Oyuncu Birce Akalay, oyuna dair basın mensuplarına yaptığı açıklamada, "Aslında Gurur ve Önyargı romanının içindeki ana karakterleri başka bir perspektifle hicveden hizmetçilerinin gözünden bir oyun." dedi.

Oyuncu Nergis Öztürk, oyuncuların sahnede birçok karakteri canlandırdıklarını belirterek şu ifadeleri kullandı:

"İYİ OYUN..."

"O yüzden tek tek anlatamayacağım. Oyunumuzda 5 hizmetçi Jane Austen'in romanındaki o karakterleri canlandırıyor. Aslında oyunumuzu en basit cümleyle böyle anlatabilirim. Ama hizmetçilerle oynuyoruz hepsini. Aslında böyle bir evcilik gibi bir şey. Oyun içi oyun diyebiliriz"

GURUR VE ÖNYARGI

Gurur ve Önyargı, Jane Austen’ın kısa yaşamına sığdırdığı altı romanı arasında en bilinenidir. Ve roman kahramanları arasında, daha ilk planda neşesi, ışıltısı ve zekâsıyla dikkat çeken Elizabeth, Austen’ın kadın karakterleri arasında en sevilenidir.

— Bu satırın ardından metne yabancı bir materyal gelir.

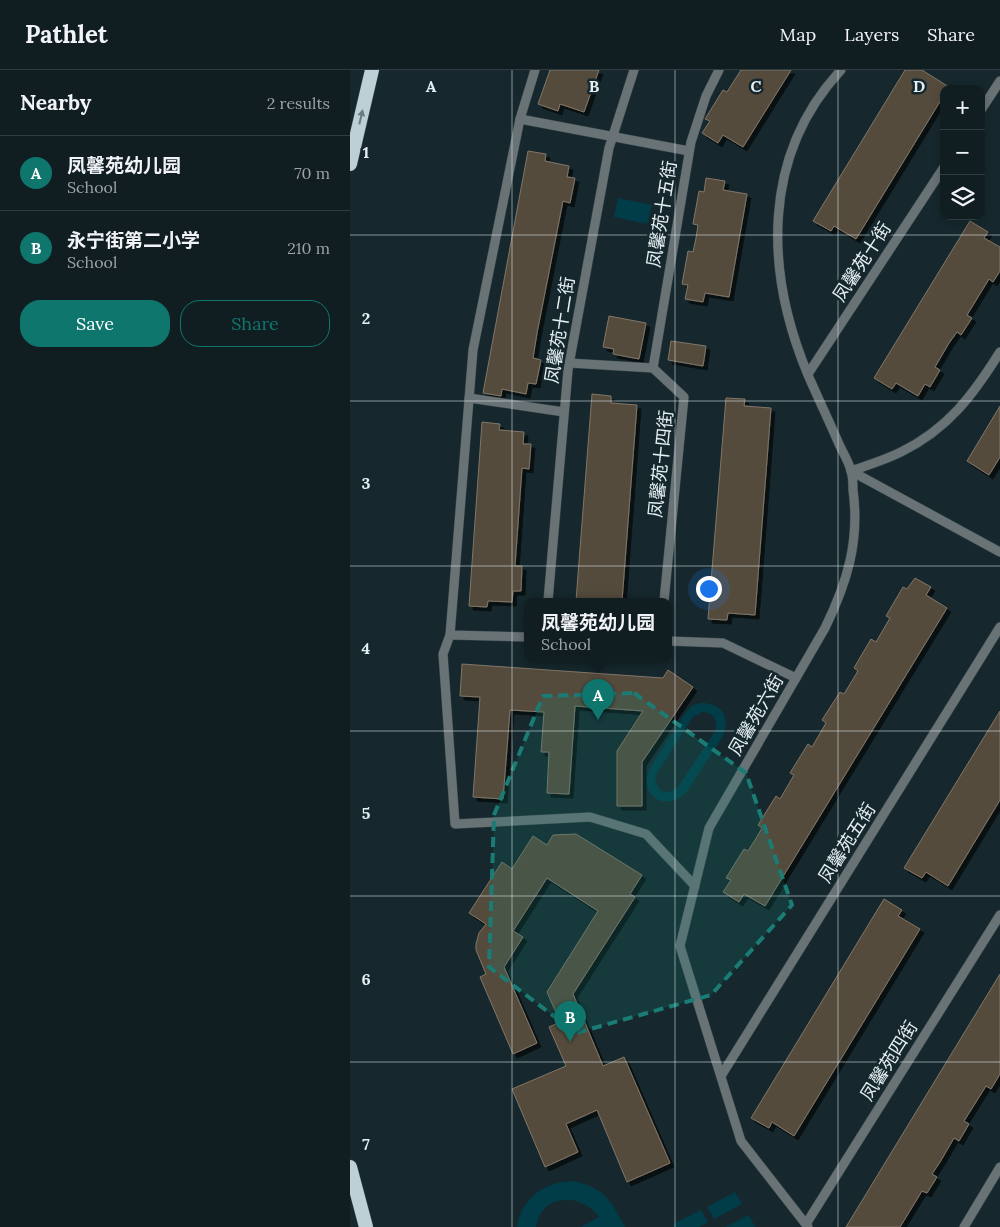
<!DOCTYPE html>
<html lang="en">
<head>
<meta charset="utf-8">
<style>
	body { margin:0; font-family:Lora,"Noto Sans SC",serif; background:#1e2b2f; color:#f1f3f6 }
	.controls { position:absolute; right:15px; top:15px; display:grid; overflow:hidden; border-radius:10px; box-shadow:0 2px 8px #0003 }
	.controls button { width:45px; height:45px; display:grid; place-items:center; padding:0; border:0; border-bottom:1px solid #303c40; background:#101e22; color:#f1f3f6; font:25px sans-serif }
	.you { position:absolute; left:358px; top:518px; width:18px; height:18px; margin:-12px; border:4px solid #fff; border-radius:50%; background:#1a73e8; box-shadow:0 0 0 8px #1a73e833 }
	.badge { display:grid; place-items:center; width:32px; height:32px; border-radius:50%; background:#0f766e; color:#fff; font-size:16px; font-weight:700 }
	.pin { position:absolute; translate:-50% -41px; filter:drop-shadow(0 1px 2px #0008) }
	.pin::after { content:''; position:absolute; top:26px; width:18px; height:15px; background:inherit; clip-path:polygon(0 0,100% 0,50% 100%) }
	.popup { position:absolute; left:174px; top:528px; width:148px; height:65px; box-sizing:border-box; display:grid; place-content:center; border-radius:10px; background:#101e22; filter:drop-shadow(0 1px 4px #0005); font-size:16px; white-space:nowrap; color:#9ca2a5 }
	.popup b { font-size:19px; color:#f1f3f6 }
	.popup::after { content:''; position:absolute; left:50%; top:100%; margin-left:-10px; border:10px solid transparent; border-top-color:#101e22 }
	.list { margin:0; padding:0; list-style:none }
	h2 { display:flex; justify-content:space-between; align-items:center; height:65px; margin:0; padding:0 20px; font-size:21px }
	h2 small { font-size:16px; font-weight:400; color:#9ca2a5 }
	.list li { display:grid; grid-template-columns:32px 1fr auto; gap:15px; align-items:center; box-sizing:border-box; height:75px; padding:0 20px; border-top:1px solid #303c40 }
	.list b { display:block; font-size:19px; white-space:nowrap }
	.list p { margin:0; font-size:16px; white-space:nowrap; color:#9ca2a5 }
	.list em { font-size:16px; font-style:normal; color:#9ca2a5 }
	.actions { display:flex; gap:10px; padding:15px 20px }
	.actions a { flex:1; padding:11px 0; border:1px solid #0f766e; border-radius:20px; text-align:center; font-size:18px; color:#0f766e }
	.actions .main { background:#0f766e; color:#fff }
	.icon { flex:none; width:28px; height:28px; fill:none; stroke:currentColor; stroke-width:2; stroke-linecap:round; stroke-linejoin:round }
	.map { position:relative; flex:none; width:650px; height:1157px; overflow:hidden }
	header { display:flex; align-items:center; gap:30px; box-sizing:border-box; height:70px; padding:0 25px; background:#101e22; border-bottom:1px solid #303c40 }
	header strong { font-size:24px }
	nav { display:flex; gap:28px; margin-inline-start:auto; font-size:18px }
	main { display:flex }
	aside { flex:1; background:#101e22 }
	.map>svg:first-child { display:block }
	.green { fill:#003d49; fill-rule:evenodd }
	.building { fill:#554b3e; stroke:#817668; filter:url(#shadow) }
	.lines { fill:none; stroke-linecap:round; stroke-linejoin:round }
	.service-casing { stroke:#334449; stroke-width:10 }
	.trunk-casing { stroke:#334449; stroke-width:15 }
	.service { stroke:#697275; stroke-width:9 }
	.trunk { stroke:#bcd0d6; stroke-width:14 }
	.oneway { fill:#697c82 }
	.marked { fill:#1a7c75; fill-opacity:0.2; stroke:#1a7c75; stroke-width:4; stroke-dasharray:10 6; stroke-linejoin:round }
	.grid { fill:none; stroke:#e4eff2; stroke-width:1; stroke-opacity:0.55 }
	.labels { text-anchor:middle; stroke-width:5; stroke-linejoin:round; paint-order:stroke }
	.street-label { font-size:18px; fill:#e4eff2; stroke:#16282d }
	.grid-label { font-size:16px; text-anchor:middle; font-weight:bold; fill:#e4eff2; stroke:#16282d; stroke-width:5; stroke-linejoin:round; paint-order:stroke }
</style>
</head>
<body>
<header>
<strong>Pathlet</strong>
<nav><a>Map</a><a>Layers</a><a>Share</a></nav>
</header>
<main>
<aside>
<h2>Nearby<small>2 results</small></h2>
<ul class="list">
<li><span class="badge">A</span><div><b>凤馨苑幼儿园</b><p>School</p></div><em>70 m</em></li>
<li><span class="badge">B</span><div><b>永宁街第二小学</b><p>School</p></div><em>210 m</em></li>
</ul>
<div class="actions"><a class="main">Save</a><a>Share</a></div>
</aside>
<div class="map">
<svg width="650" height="1157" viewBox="0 0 650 1157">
	<defs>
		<filter id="shadow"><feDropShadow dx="4" dy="4" stdDeviation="0" flood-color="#0009"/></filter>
	</defs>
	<rect width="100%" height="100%" fill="#16282d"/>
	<g class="green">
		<polygon points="268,128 302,135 297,154 264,147"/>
		<path d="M350,633C371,633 381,646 373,666L336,723C315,743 288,725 299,699L336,642L342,636ZM352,642C363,642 369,651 365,661L328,717L320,722L311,721L305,712L307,703L343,647Z"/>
		<path d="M221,1111C253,1116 261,1130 275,1157H231L249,1147C231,1122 191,1123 186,1157H167C172,1128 193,1113 221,1111Z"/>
		<polygon points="385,1122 392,1134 364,1149 357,1137"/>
		<polygon points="351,1140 358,1152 349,1157 324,1157 323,1154"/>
		<polygon points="399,1145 405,1157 375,1157"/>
	</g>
	<g class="building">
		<polygon points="200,0 249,0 234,42 210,34 208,41 188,34"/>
		<polygon points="391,0 441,0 393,77 373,65 368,73 352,63 360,51 355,49 373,20 377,22"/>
		<polygon points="555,0 572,0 599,17 598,19 594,19 594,25 506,169 484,156 481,161 463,151"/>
		<polygon points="178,81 196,84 195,91 219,96 217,107 225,108 220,133 213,131 187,263 183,288 191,290 186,314 178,313 176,324 152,319 151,326 133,323"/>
		<polygon points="356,108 375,111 373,120 397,124 379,227 355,223 353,232 335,229 338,215 332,214 338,181 343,182 346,168 348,155 343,154 349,121 354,122"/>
		<polygon points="620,151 638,162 634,168 650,177 650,201 643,212 639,209 617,245 622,248 611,265 607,262 599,273 585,297 590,300 580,317 575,314 568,326 546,313 542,319 524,308"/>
		<polygon points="259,246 296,253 289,289 263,284 264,279 253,277"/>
		<polygon points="321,271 356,276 353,296 318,290"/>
		<polygon points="242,324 261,326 261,333 287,335 272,531 226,531"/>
		<polygon points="376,328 395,329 394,336 421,338 405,545 378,543 377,550 358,549"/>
		<polygon points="650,336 650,387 639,405 617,391"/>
		<polygon points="132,352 150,354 149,360 174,362 173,374 181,374 179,399 172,398 165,496 172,496 171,521 163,521 162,532 138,531 137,537 119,536"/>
		<polygon points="565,508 581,517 576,525 597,538 415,836 394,824 389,832 373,822 381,810 376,808 394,779 398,781 405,770 412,758 408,755 426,726 430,729 444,705 440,703 458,674 462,677 476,653 472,650 490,622 494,624 508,601 504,598 521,569 526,572 540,548 536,546 553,517 557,519"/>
		<polygon points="112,594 313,608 318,600 343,617 292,692 292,736 267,736 267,681 293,641 225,636 219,724 197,723 199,682 191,682 194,642 160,640 153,729 123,727 130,627 110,626"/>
		<polygon points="650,641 650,730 598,816 576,802 572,808 554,798"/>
		<polygon points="226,764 292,805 280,824 285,827 223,924 253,996 274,987 320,1093 277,1112 247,1040 216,1054 228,1082 195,1097 162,1019 216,996 199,957 210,952 197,922 248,841 197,808 163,861 173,867 154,897 187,973 163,984 130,907 136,904 126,880 126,874 129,863 136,854 119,843 152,792 162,799 183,766 197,775 203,765"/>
		<polygon points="534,829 552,840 548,846 570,859 444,1066 422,1052 419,1058 401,1048"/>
		<polygon points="650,904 650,1004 641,1019 636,1016 614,1051 619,1054 609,1071 604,1068 590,1092 582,1104 587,1107 577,1123 572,1121 550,1157 496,1157"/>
	</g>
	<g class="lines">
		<defs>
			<g id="service">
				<polyline points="631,40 650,11"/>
				<polyline points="170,49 339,81"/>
				<polyline points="219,293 303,298 334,327 314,531"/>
				<polyline points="303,298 341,72 356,26 369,0"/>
				<polyline points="458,304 594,97"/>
				<polyline points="119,328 214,342"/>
				<path d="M501,401C518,395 535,390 551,382C598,359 623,325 650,282"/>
				<polyline points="501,401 650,482"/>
				<polyline points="198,531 218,300 259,78 284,0"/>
				<polyline points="100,565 93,584 105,754 240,747 296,764 345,816"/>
				<polyline points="178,567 100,565 123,280 170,49 185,0"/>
				<polyline points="318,571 373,573 446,608"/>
				<polyline points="371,1006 650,557"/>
				<polyline points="456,1154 650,845"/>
				<path d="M458,1157L391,1071L330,876L359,758L475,558C497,513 510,471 503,420C503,414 503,407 501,401C499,392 493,383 489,374C479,351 468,328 458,305C415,202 411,86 491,0"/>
				<polyline points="614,1157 650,1097"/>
			</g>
			<g id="trunk">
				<polyline points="0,94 22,0"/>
				<polyline points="0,1097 16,1157"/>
			</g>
		</defs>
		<use href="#service" class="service-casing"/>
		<use href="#trunk" class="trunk-casing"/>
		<use href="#service" class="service"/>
		<use href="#trunk" class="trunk"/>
	</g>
	<defs><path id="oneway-solid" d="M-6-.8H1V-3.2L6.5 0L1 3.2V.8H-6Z" transform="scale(1.25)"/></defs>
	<use class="oneway" href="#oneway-solid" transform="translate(11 47) rotate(-77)"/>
	<path class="marked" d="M284,623L396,703L442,835L361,925L226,963L139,897L144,745L193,626Z"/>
	<path class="grid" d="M162,0V1157M325,0V1157M488,0V1157M0,165H650M0,331H650M0,496H650M0,661H650M0,826H650M0,992H650"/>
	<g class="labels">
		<g class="street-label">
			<text transform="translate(312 144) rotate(-81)" y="6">凤馨苑十五街</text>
			<text transform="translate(512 192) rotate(-57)" y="6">凤馨苑十街</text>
			<text transform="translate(210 260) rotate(-81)" y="6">凤馨苑十二街</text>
			<text transform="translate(311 394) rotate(-84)" y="6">凤馨苑十四街</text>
			<text transform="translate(406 645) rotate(-60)" y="6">凤馨苑六街</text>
			<text transform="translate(497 773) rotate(-58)" y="6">凤馨苑五街</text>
			<text transform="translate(539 991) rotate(-58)" y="6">凤馨苑四街</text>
		</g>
	</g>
	<g class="grid-label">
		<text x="81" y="22">A</text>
		<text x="244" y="22">B</text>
		<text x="406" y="22">C</text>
		<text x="569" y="22">D</text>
		<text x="16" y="88">1</text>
		<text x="16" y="254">2</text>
		<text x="16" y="419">3</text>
		<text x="16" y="584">4</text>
		<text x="16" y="749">5</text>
		<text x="16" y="915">6</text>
		<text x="16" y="1080">7</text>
	</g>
</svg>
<div class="controls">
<button>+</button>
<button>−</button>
<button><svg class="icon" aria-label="layers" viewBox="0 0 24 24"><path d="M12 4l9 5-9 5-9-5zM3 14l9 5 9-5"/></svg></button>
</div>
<div class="you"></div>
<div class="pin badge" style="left:248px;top:650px">A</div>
<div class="popup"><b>凤馨苑幼儿园</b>School</div>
<div class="pin badge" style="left:220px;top:972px">B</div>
</div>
</main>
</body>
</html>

Eserin romantik anlatımdan uzak, gerçekçi ve ironi barındıran bir dili vardır. Böylelikle eserde yer alan gönül ilişkileri, evlilikler, tutkular, çatışmalar, bağımsız karakterler Jane Austen’ın edebî evreninde kendine özgü bir iklime ve lezzete kavuşur.

TAŞRA HAYATINDAN ZIT AİLELER

Taşra hayatında birbirine zıt iki aile arasında geçen olaylarda hayatın cilveleri birbirini izler. Bir yanda kızlarının talihi peşinde tutkuyla koşan bir anne, onun bitmek bilmeyen yakınmalarından usanmış kocası ve birbirlerinden farklı karakterlerdeki beş kız kardeşten oluşan bir aile; diğer yanda ise hatırı sayılır miktarda gelire sahip ve mensup oldukları üst tabaka gereği gururlarından taviz vermeyen bir başka aile çıkar karşımıza.

FARKLI DÜNYALARDAKİ AİLELER

Gençlerin kalbi hoş tesadüflere açıktır ancak farklı dünyalardaki bu ailelerin gençlerini bekleyen muhtemel bir aşkta, tarafların birbirine duyduğu önyargılar bir yana bırakılabilecek midir?

Üst sınıfa ait olmanın getirdiği o gurur hissi kimsenin sözüne aldırış etmeden yabana atılabilir bir şey midir? Bir aşk hikâyesinde ilk izlenimlerin etkisi nedir ve ne ölçüde geçerlidir?